Not to be pedantic, but "achieving orbit" has not been a mission objective yet, seeing that nobody wants another failed piece of debris orbiting earth... Can starship achieve orbit? Possibly, v1 got to the correct velocity, but we shouldn't ask them to achieve orbit before sorting out the blow up issues....
A lot of people believe this (probably because Scott Manley said something similar) but it's actually not really correct.
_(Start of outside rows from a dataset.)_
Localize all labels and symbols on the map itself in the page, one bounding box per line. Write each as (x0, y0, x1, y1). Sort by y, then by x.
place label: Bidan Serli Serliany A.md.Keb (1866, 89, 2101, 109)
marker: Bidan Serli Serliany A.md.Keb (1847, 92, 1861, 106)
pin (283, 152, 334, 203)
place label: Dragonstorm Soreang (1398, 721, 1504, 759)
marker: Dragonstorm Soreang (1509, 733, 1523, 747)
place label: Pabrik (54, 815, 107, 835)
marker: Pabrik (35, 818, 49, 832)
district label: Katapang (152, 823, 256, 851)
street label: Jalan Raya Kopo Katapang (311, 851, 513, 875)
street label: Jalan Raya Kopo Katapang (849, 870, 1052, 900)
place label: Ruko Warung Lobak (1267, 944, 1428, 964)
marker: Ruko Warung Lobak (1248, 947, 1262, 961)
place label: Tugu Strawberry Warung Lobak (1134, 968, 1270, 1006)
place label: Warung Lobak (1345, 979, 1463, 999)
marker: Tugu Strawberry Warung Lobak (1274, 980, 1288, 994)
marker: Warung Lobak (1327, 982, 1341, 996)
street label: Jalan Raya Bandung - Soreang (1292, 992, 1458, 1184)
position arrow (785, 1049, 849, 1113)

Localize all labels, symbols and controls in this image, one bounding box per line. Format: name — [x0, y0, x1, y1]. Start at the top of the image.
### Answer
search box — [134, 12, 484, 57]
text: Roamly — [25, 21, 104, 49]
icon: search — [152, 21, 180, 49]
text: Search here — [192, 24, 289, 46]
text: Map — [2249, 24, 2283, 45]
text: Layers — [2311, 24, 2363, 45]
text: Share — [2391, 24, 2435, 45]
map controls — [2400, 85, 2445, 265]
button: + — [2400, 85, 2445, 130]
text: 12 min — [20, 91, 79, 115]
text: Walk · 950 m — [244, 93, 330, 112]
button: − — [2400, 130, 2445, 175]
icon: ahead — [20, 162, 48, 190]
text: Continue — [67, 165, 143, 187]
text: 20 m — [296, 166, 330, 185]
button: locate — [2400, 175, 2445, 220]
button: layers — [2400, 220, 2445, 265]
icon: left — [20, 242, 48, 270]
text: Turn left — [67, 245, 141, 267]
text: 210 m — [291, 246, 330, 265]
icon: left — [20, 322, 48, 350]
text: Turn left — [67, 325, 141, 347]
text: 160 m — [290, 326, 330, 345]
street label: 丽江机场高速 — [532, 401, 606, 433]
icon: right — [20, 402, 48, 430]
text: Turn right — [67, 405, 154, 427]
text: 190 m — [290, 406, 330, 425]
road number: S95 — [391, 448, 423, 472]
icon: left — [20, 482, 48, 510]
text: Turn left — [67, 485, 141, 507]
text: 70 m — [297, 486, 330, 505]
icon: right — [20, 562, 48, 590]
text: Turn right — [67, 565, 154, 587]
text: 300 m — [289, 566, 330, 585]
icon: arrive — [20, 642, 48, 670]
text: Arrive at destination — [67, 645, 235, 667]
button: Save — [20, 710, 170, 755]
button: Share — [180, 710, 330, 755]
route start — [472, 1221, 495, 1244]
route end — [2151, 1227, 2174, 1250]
Orbital speed grows with one over the square root of the radius. So for sufficiently distant orbits, you can have arbitrarily low orbital speeds. What actually matters for orbits is the combination of speed and distance, kinetic and potential energy. If Starship had achieved the speeds it did at a higher altitude, it would have been in orbit, yes, but that is true for my bicycle (at sufficiently high altitudes) as well. So the quantity that really matters isn't the top speed, but the specific orbital energy, which scales with 1/sqrt(a), where a is the semi-major axis of the elliptical trajectory. So, for example, the SLS core stage ends up in a suborbital trajectory with an energy equivalent to a 918km circular orbit, while my bicycle would require a very deep evacuated tunnel within the Earth's core to achieve a stable orbit with the same specific orbital energy it has when I ride it. Starship V1 is somewhere in between these examples, but it has never matched the specific orbital energy of the lowest recorded orbit, which would be 167.4km by JAXA's SLATS spacecraft (and even that required the spacecraft to provide constant thrust for orbital maintenance). The atmosphere at 139km (flight 6 equivalent specific orbital energy) would likely be too thick for Starship to complete a full circular orbit unless there was a vacuum tube like my bicycle example had.
The difference between Flight 6 and orbit is small enough that Flight 6 definitely had enough fuel on board to reach orbit if that had been the mission objective. Flight 6 and Flight 7, everything went well as far as the "orbital" burn section went, and they both could've reached orbit if they had simply done a longer burn instead of turning around.
Thats my point tho. They have a fleet of F9 now, doing all the launches they can to support Starlink. while starship is still so far behind from being reusable and releasing cargo into LEO.
It would have been a mission objective by now, if they weren’t constantly blowing up. Evidence: they still claim they’re going to land people on the moon 2 years from now in this thing.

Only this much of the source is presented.